Experiment operations

In Emulab it is only possible to create experiments when the entire experiment description is known. After such an experiment is deployed, it is not possible to add or delete new Computes to an already running experiment. If an experimenter needs this cloud behaviour next to the advanced network features of the Virtual Wall, the Computes already need to be described in the experiment. By turning on/off the network that connects them to the rest of the experiment, one can emulate the dynamic behaviour of the cloud.

To tell the Virtual Wall when an experiment is fully set, the OCCI server introduces the following experiment operation:

<experiment>
        <action>active</action>
</experiment>

A similar message is used for the shutdown process

<experiment>
        <action>shutdown</action>
</experiment>

If the OCCI server receives a DELETE for a particular Experiment, it deletes this experiment, thus deleting all resources attached to that Experiment.

Shared Storage

Not really a feature of Emulab, but more thanks to the way the Virtual Wall is set up. Attached to the Virtual Wall’s internal network is an NFS server dedicated to the BonFIRE project. This NFS server is also accessible from the BonFIRE WAN, making it accessible from all Computes part of BonFIRE. To describe such a shared storage the BonFIRE OCCI is extended:

<?xml version="1.0" encoding="UTF-8"?>
<storage xmlns="http://api.bonfire-project.eu/doc/schemas/occi" name="shared" href="/locations/be-ibbt/storages/6">
    <description>test shared storage</description>
    <groups>gvseghbr</groups>
    <mountpoint>172.18.4.253:/mnt/bonfire-iscsi/gvseghbr/shared/6</mountpoint>
    <name>shared</name>
    <type>SHARED</type>
    <target>/mnt/shared</target>
    <link rel="experiment" href="/experiments/12204" type="application/vnd.bonfire+xml"/>
</storage>

The mountpoint parameter is how one can reach the NFS directory configured as a shared storage. On the Virtual Wall infrastructure this storage (like all other storage types) is mounted at boot-time to the target directory on the Compute.

APIs used

No particular APIs are used.

Message queue use

The Virtual Wall OCCI server does not read from the MMQ, it only writes the internal site events.

CRUD events

be-ibbt.*.create

For all resources, this event is fired whenever the Virtual Wall OCCI (VW) receives a POST. It is fired when the description of that resource is persisted in the VW’s internal DB.

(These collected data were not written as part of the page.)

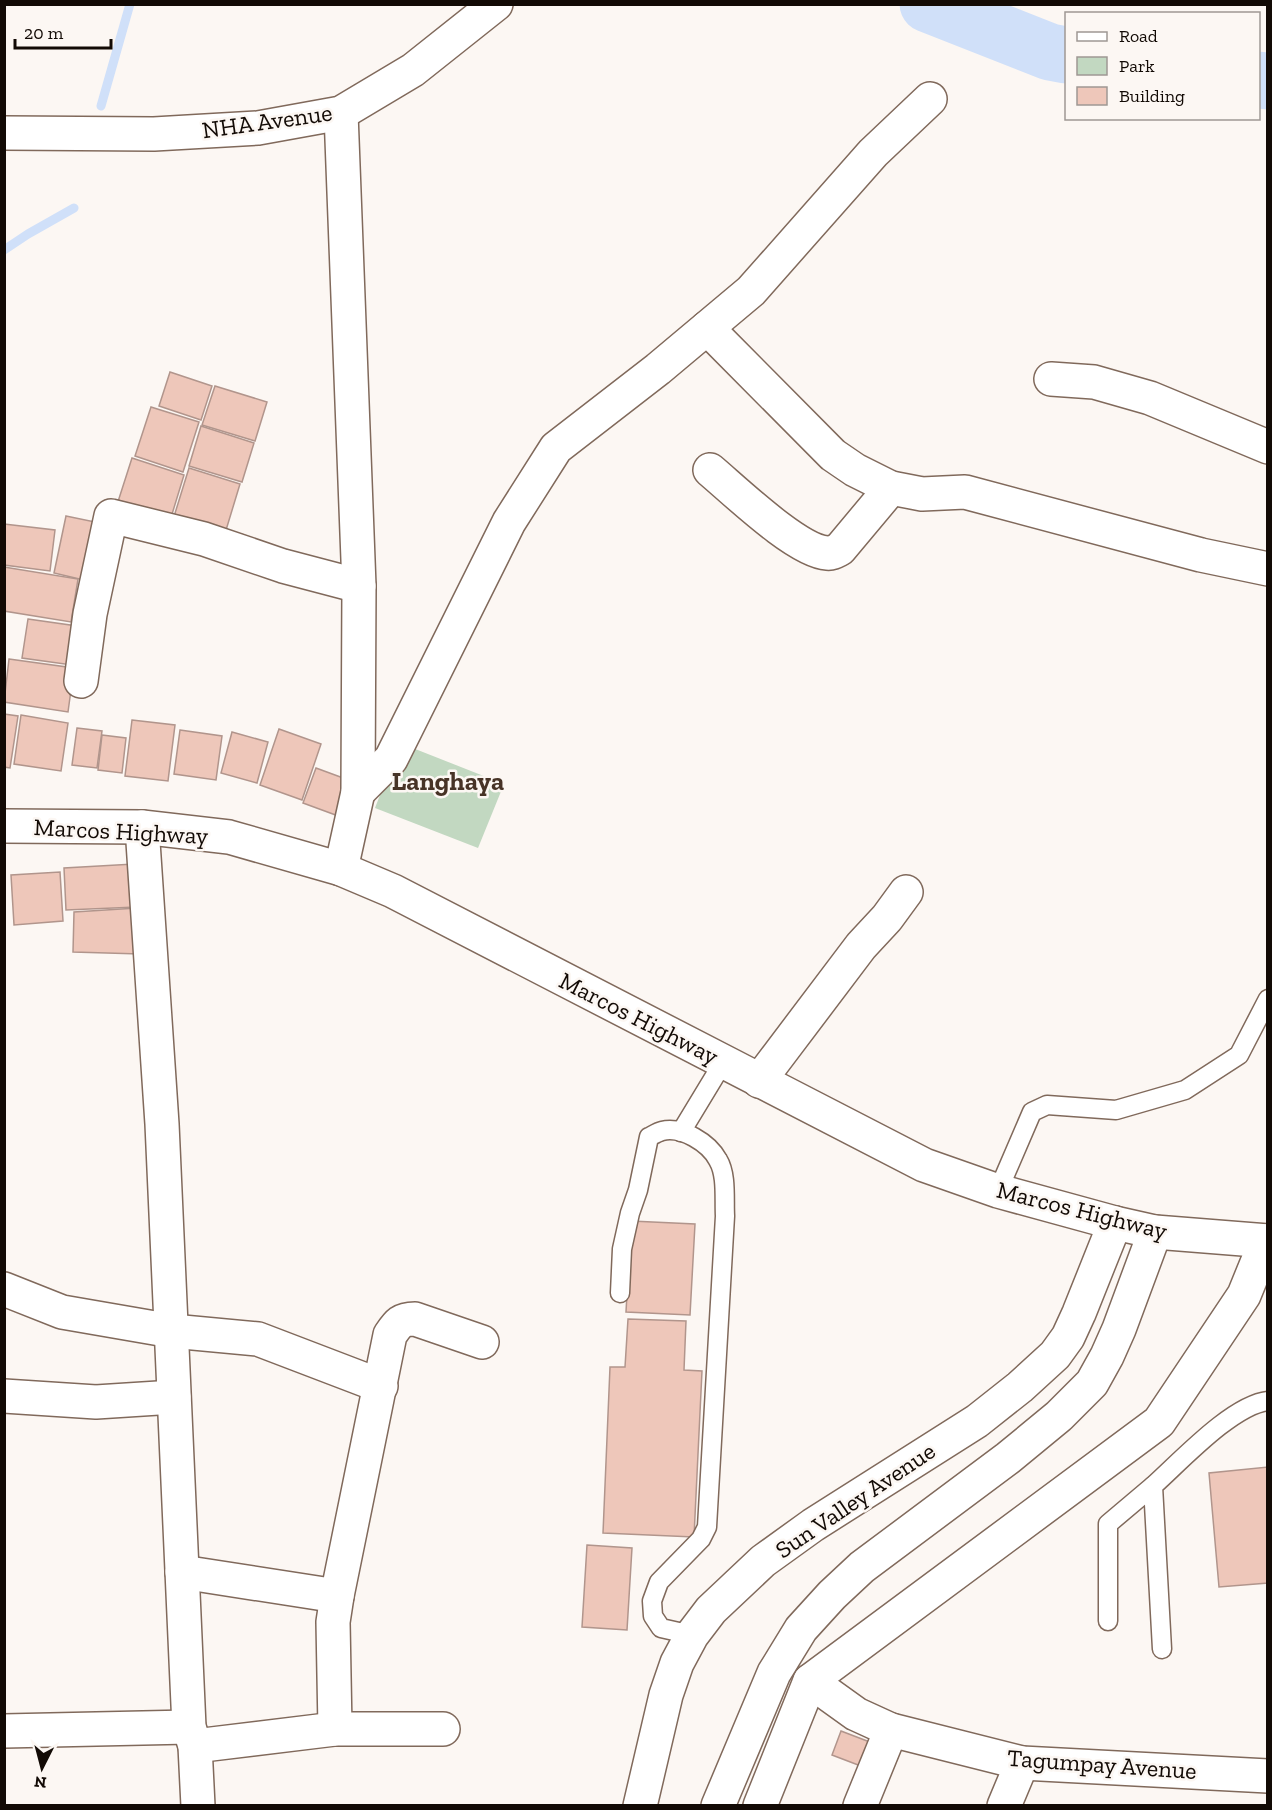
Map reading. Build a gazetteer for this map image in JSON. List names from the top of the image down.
{
  "streets": {
    "street": [
      "NHA Avenue",
      "Marcos Highway",
      "Sun Valley Avenue",
      "Tagumpay Avenue"
    ]
  },
  "crossings": [
    ["Marcos Highway", "Sun Valley Avenue"]
  ],
  "districts": ["Langhaya"],
  "legend": ["Road", "Park", "Building"],
  "scale_bar": "20 m",
  "north": "bottom"
}
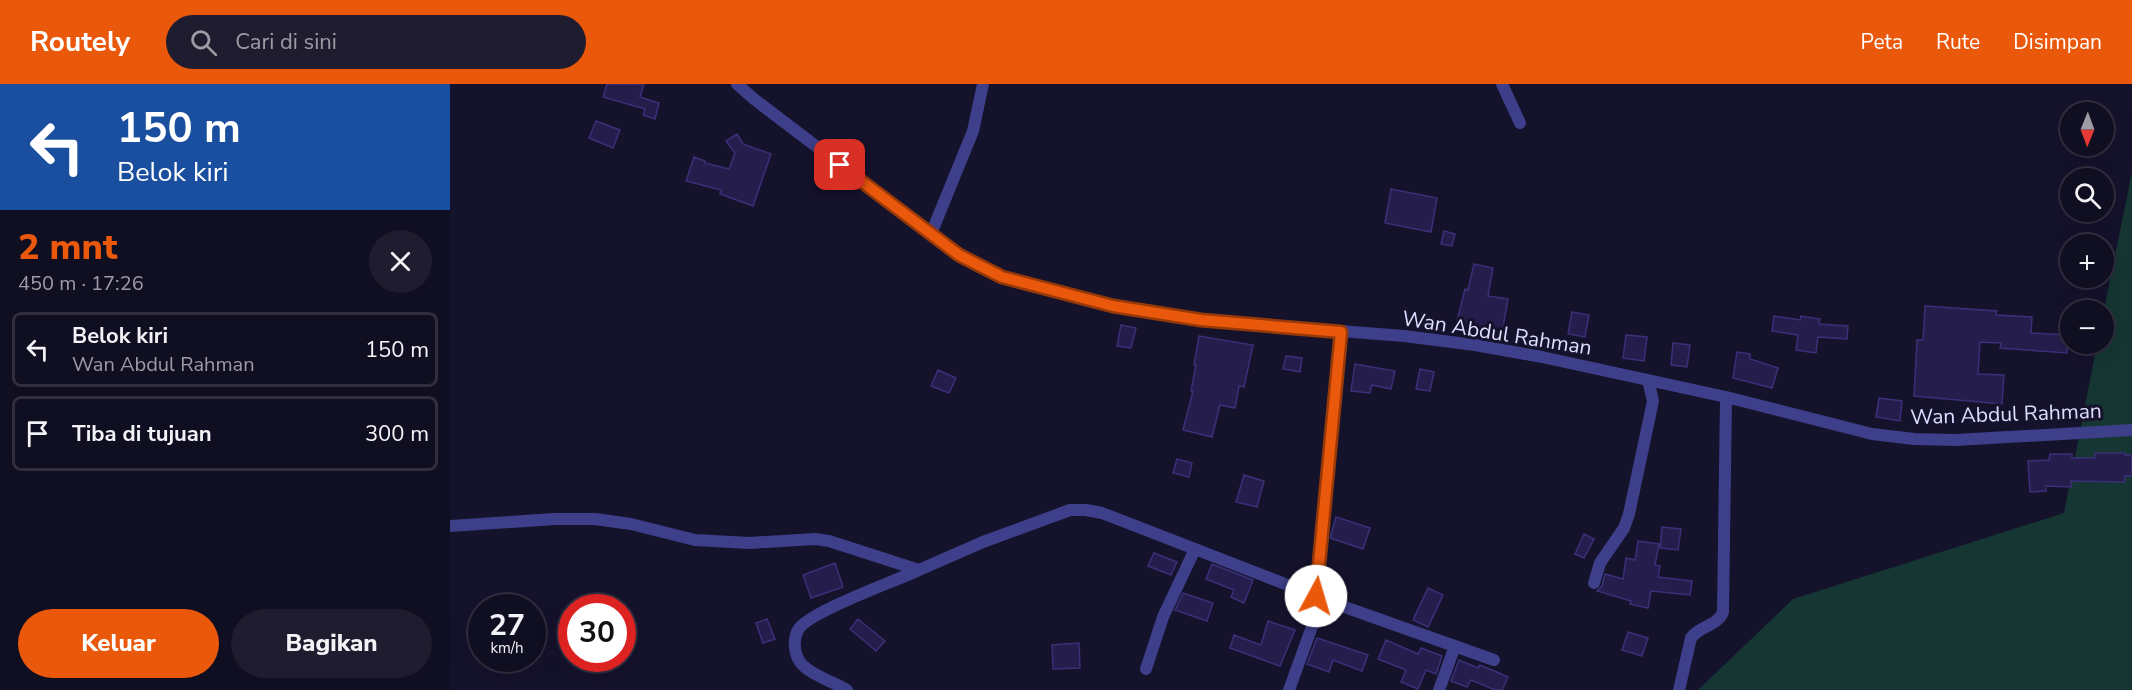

A be-ibbt.storage.create event is also launched when the experimenter does a Save_As on the OS image attached to a particular Compute.

be-ibbt.*.delete

The VW sends this event for all resources whenever the VW receives the DELETE of the Experiment or of a Storage resource that is not attached to a particular Experiment.

be-ibbt.compute.update

When the Experiment is set to the running state, the Experiment is deployed to the Virtual Wall. Only at this point we can know the IP addresses the different computes get, because this is managed by Emulab. Via an update event everybody listening to the MMQ is notified about this extra information. Same holds for the MAC addresses.

be-ibbt.network.update

When in a running Experiment the experimenter changes the parameters of a managed or active Network, an update event will be launched with the adjusted parameters.

State events

Computes

  • on creation in BonFIRE: be-ibbt.compute.state.pending
  • after Experiment is set to running: be-ibbt.compute.state.active or be-ibbt.compute.state.failed
  • after Experiment is set to shutdown: be-ibbt.compute.state.stopping
  • when all save_as processes have been finished: be-ibbt.compute.state.stopped
  • when the Experiment is deleted: be-ibbt.compute.state.deleting

Networks

  • on creation in BonFIRE: be-ibbt.network.state.pending
  • after Experiment is set to running: be-ibbt.network.state.active.up
  • on turning the network on/off: be-ibbt.network.state.active.up or be-ibbt.network.state.active.up
  • after Experiment is set to shutdown: be-ibbt.network.state.stopping
  • when all save_as processes have been finished: be-ibbt.network.state.stopped
  • when the Experiment is deleted: be-ibbt.network.state.deleting

Storages

  • on creation in BonFIRE: be-ibbt.storage.state.pending
  • after Experiment is set to running: be-ibbt.storage.state.active
  • after Experiment is set to shutdown: be-ibbt.storage.state.stopping
  • when all save_as processes have been finished: be-ibbt.storage.state.stopped
  • when the Experiment is deleted: be-ibbt.storage.state.deleting

Implementation details

As said before the Virtual Wall is built on the Emulab software. This allows us to make Emulab’s advanced network capabilities available to the experimenter.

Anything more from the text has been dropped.